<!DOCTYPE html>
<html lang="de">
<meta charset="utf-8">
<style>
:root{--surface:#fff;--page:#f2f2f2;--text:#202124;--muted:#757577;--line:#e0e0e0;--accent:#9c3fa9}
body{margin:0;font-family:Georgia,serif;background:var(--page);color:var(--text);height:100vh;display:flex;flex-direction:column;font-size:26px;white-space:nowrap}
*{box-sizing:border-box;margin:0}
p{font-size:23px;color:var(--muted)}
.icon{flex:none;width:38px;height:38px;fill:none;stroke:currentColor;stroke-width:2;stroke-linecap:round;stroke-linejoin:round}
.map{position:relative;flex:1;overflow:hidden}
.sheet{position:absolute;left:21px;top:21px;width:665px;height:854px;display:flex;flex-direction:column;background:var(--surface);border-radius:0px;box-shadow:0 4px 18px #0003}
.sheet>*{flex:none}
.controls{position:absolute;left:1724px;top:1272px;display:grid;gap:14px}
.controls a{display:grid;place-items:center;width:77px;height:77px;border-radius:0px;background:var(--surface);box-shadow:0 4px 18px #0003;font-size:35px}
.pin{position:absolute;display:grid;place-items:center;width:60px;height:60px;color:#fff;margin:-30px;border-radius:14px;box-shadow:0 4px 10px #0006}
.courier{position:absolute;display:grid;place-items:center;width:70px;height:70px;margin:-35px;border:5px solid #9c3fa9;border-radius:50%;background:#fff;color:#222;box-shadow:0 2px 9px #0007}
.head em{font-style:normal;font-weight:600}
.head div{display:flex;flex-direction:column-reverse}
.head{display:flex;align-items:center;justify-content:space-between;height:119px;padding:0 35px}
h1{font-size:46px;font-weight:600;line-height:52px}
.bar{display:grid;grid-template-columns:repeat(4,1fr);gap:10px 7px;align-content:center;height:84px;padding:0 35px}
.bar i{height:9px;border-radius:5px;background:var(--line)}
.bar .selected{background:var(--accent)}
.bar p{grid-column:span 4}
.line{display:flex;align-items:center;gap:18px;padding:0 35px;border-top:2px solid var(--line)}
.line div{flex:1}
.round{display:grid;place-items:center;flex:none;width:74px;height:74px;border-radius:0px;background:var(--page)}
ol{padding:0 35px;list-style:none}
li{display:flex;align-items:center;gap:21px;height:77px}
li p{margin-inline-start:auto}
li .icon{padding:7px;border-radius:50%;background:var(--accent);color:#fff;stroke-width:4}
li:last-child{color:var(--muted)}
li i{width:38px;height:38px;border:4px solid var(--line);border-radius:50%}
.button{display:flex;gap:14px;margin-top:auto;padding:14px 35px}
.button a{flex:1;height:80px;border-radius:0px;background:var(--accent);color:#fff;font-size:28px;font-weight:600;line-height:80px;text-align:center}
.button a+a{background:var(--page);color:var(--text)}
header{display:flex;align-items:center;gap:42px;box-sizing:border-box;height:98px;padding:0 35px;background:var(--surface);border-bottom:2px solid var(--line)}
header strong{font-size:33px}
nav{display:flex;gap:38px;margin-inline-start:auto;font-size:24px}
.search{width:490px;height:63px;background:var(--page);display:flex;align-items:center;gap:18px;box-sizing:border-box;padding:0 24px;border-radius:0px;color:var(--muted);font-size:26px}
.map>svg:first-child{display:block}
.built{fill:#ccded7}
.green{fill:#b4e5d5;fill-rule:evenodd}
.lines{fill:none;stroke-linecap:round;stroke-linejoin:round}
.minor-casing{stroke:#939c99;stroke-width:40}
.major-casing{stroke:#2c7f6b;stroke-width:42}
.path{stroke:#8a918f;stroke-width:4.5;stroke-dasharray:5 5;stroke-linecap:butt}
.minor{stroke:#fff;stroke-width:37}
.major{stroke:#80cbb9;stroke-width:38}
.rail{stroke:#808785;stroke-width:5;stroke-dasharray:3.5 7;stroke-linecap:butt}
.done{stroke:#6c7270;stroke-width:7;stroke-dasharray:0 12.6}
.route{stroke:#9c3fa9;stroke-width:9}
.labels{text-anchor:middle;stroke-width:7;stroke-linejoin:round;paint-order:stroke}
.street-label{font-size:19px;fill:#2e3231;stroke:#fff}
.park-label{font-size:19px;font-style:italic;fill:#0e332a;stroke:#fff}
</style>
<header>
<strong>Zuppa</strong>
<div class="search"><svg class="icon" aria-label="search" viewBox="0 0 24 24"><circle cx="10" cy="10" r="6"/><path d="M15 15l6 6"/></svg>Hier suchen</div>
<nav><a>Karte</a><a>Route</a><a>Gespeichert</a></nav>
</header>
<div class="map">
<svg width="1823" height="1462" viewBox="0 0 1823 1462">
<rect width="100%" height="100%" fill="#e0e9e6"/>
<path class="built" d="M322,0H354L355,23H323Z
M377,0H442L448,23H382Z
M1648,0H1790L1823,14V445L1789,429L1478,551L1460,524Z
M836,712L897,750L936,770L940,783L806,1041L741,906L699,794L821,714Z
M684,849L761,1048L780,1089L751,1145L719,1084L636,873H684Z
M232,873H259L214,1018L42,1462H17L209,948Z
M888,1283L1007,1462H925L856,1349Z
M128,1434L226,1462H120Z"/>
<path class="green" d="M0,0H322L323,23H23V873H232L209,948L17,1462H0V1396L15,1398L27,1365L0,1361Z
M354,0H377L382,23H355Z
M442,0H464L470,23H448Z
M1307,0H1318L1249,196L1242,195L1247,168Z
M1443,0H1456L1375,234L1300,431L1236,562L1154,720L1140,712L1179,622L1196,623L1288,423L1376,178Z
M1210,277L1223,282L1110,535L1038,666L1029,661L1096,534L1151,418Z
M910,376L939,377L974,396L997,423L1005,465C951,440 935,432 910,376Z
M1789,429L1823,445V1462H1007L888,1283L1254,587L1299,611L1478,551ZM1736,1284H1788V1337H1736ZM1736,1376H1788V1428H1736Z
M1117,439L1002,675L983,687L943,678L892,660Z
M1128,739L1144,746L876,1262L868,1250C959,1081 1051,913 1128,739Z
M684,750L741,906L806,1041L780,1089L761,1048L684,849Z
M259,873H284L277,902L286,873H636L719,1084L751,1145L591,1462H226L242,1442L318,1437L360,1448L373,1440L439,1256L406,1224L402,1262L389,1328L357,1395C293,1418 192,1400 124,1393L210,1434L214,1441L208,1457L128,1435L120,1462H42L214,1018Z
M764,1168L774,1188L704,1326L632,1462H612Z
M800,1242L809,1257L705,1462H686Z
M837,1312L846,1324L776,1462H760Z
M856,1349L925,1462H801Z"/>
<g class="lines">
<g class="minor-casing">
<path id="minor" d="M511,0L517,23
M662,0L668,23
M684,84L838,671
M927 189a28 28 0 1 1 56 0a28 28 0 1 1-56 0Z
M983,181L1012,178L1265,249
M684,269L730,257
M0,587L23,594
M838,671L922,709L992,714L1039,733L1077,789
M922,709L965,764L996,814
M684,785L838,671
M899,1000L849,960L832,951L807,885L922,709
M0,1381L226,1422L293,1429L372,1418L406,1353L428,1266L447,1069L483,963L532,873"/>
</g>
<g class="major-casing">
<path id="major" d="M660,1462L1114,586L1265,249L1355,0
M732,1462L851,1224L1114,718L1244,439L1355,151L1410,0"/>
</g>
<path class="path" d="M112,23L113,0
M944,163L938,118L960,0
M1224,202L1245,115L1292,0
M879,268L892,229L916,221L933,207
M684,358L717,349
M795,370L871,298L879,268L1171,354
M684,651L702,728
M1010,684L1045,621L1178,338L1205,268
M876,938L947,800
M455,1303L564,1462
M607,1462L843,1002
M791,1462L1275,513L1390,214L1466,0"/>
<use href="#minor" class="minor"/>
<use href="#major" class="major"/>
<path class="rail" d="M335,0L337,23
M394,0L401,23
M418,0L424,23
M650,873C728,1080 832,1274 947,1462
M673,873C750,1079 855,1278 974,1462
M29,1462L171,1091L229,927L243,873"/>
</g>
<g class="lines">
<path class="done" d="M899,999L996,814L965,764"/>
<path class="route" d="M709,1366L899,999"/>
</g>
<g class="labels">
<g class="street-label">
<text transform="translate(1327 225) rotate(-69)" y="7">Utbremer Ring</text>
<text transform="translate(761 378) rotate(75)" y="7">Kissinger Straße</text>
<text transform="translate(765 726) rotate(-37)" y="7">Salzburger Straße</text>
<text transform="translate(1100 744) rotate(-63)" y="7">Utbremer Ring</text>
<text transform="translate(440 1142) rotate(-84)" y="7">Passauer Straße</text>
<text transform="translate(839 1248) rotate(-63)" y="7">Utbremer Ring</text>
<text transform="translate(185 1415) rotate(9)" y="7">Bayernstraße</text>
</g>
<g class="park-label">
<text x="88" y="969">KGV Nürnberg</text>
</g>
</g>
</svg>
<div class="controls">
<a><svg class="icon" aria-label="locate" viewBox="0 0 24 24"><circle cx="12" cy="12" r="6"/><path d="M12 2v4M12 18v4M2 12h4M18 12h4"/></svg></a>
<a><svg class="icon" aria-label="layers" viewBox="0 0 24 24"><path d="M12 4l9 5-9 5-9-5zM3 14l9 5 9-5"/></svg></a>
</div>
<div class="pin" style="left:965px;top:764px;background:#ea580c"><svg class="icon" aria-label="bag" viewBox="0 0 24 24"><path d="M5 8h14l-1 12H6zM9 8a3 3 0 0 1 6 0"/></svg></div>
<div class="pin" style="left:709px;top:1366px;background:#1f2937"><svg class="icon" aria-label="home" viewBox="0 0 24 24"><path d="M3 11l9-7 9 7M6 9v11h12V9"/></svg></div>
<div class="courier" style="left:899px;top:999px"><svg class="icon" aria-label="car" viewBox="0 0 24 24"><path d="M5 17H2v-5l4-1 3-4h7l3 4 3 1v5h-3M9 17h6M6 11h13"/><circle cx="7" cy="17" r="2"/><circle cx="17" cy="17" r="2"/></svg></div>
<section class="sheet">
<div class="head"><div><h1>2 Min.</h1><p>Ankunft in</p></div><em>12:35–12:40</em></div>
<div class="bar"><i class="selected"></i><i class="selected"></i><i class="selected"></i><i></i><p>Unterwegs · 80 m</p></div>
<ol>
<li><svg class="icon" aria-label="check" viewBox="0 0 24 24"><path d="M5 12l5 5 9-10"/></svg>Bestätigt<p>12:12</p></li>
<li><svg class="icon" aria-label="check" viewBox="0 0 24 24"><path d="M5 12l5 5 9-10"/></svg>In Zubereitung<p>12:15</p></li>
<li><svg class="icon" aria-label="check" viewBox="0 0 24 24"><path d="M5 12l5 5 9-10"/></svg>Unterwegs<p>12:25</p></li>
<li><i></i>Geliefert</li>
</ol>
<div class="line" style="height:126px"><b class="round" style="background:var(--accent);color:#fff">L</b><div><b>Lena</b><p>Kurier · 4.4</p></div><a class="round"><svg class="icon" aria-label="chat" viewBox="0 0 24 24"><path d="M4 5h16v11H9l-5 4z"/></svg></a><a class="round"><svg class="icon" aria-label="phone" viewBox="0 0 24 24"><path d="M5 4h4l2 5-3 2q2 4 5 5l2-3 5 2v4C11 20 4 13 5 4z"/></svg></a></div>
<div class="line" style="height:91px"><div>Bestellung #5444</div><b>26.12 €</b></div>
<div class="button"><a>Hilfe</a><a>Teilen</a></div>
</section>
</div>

==

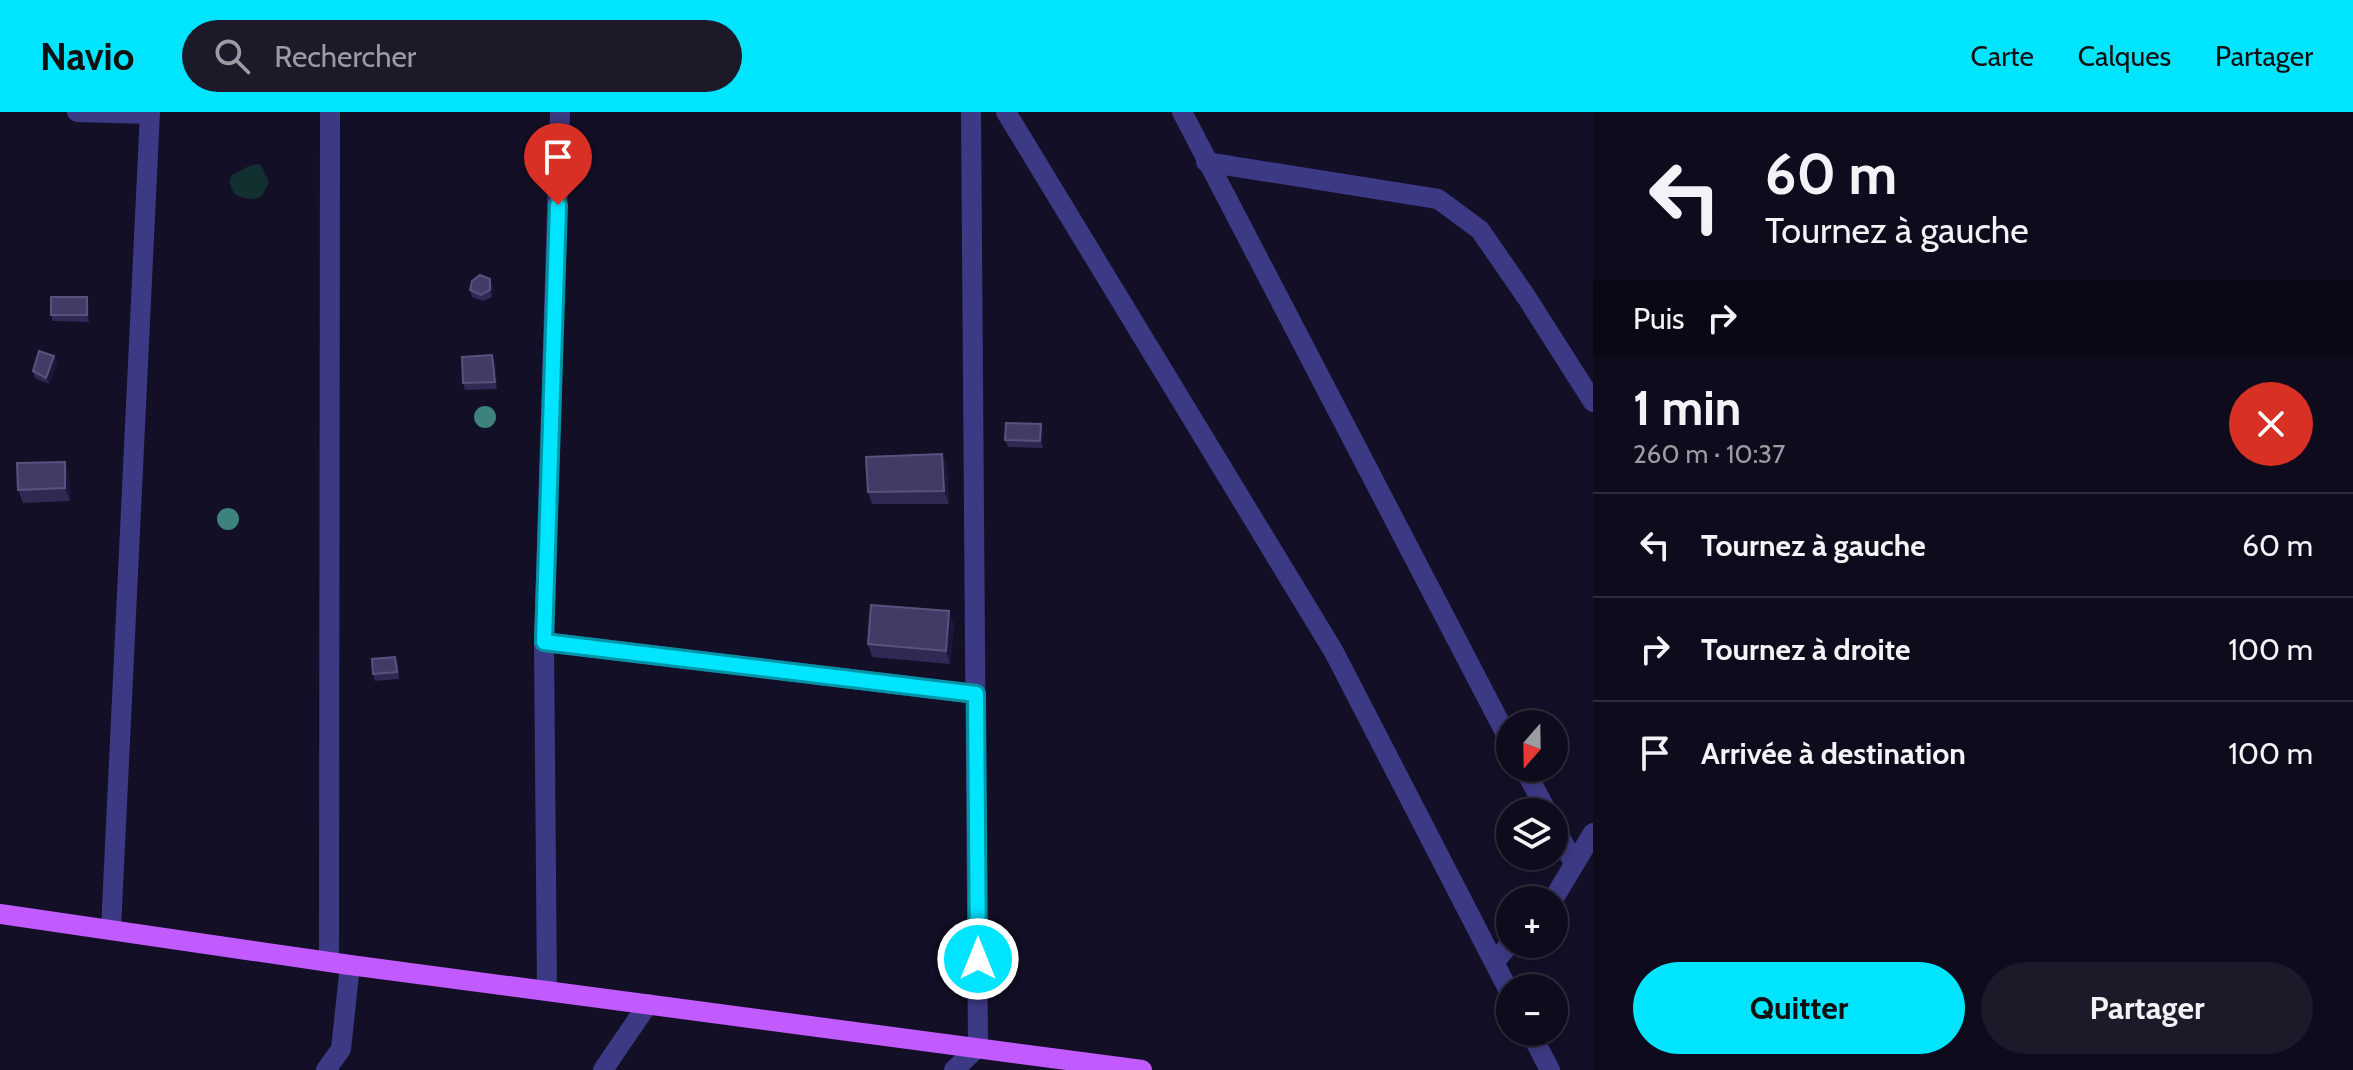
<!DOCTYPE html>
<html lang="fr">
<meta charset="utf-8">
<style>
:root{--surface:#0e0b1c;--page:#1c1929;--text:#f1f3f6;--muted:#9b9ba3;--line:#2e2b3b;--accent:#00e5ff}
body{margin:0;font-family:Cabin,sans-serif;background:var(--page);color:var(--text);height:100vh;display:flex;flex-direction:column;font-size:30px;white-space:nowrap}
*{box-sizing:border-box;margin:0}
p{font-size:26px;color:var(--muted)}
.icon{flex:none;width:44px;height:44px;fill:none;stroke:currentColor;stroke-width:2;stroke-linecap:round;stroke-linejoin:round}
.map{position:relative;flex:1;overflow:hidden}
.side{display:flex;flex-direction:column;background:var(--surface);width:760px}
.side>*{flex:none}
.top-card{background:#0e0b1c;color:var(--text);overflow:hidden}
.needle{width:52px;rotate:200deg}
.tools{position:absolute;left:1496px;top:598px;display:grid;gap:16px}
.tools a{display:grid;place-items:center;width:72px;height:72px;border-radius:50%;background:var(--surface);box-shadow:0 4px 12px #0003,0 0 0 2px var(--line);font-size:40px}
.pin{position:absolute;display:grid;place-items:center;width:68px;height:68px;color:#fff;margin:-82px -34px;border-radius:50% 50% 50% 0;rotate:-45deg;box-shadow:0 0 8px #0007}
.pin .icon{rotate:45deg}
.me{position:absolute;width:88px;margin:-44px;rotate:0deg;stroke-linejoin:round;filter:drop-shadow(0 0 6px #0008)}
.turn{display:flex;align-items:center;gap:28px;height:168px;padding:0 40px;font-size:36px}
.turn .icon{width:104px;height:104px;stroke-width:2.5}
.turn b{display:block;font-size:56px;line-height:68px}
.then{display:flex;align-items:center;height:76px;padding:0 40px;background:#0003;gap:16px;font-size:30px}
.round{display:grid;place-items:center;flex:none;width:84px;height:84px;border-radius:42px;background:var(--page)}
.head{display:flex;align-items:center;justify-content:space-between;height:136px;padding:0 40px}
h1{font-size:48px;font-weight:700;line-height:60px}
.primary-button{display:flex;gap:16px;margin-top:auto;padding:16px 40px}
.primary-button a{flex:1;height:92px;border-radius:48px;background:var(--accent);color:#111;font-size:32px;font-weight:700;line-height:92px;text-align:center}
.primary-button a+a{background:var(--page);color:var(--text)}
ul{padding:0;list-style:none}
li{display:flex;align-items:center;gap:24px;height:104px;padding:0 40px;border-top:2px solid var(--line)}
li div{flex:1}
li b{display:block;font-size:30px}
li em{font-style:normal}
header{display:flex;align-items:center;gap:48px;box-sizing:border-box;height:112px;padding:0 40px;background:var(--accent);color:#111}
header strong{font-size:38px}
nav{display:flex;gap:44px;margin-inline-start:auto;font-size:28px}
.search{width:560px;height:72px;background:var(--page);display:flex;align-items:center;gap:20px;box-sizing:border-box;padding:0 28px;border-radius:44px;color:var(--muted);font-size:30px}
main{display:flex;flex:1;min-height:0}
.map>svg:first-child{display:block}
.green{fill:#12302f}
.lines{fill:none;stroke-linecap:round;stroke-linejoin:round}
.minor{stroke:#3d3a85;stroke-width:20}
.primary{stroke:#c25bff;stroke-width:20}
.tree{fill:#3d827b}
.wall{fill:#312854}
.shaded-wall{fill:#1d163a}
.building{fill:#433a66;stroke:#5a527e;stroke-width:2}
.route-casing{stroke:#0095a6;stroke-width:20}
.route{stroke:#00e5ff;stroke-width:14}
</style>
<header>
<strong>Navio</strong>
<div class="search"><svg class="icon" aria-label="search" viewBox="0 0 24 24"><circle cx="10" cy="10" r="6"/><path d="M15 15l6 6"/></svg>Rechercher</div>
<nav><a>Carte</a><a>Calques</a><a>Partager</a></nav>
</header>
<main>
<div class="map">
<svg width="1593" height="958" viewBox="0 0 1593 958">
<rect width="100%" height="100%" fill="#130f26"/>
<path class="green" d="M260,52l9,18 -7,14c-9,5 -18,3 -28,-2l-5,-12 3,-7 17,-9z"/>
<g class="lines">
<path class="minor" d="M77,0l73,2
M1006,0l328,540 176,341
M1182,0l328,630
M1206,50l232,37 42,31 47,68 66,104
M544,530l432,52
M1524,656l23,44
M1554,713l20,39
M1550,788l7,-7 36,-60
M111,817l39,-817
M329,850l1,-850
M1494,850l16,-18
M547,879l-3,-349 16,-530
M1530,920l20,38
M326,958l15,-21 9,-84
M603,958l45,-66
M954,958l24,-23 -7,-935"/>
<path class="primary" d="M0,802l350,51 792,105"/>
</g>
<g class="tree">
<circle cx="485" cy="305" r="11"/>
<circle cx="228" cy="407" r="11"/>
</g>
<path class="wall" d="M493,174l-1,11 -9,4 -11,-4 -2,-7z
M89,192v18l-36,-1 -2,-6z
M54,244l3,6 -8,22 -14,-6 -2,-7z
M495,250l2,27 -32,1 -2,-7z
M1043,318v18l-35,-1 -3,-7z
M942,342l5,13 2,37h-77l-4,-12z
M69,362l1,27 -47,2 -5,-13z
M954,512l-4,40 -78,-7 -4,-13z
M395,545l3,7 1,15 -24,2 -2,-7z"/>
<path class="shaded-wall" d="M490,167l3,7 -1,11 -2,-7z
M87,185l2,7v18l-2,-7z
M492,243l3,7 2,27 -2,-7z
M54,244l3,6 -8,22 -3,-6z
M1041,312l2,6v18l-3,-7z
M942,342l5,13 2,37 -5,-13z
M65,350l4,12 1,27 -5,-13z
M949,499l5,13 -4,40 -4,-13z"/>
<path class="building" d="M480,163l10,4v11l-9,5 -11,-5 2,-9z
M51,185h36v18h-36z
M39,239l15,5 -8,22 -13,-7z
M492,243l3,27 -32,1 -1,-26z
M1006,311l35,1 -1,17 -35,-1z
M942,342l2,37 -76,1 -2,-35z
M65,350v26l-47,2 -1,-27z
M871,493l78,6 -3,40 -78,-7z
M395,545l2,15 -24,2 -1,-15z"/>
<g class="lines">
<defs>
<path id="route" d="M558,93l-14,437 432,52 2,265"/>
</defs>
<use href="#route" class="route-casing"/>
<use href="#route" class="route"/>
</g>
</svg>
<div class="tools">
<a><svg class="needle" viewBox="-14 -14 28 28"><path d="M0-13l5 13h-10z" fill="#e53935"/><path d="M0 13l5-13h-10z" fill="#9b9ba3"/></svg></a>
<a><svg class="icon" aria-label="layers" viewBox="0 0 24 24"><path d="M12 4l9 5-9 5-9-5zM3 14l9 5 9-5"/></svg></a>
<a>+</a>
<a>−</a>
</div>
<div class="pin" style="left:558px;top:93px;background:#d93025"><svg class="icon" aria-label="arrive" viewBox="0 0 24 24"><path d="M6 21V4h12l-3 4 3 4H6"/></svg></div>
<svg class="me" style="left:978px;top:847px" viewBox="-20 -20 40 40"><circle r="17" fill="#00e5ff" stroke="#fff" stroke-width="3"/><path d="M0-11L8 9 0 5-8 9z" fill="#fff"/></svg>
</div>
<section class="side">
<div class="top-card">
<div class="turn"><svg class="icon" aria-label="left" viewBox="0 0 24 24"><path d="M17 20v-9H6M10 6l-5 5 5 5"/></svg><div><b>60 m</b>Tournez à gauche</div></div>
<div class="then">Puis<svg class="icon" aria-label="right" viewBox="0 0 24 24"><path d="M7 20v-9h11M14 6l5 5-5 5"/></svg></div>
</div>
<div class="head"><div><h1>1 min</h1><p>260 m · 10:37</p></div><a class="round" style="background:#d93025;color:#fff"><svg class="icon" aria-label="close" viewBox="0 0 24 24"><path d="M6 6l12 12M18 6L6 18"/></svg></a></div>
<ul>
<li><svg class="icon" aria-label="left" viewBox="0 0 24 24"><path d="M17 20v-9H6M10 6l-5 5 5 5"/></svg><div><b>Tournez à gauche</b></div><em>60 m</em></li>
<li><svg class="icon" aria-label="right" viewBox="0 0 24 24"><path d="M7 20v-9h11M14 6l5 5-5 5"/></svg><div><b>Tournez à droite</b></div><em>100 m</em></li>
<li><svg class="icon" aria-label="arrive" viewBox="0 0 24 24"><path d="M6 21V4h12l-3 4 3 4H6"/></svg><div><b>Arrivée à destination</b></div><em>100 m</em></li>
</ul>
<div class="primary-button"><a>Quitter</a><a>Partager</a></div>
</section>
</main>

### ACTION ITEM
Copy every line in the records above that contains the word "body".

### OUTPUT BELOW
body{margin:0;font-family:Georgia,serif;background:var(--page);color:var(--text);height:100vh;display:flex;flex-direction:column;font-size:26px;white-space:nowrap}
body{margin:0;font-family:Cabin,sans-serif;background:var(--page);color:var(--text);height:100vh;display:flex;flex-direction:column;font-size:30px;white-space:nowrap}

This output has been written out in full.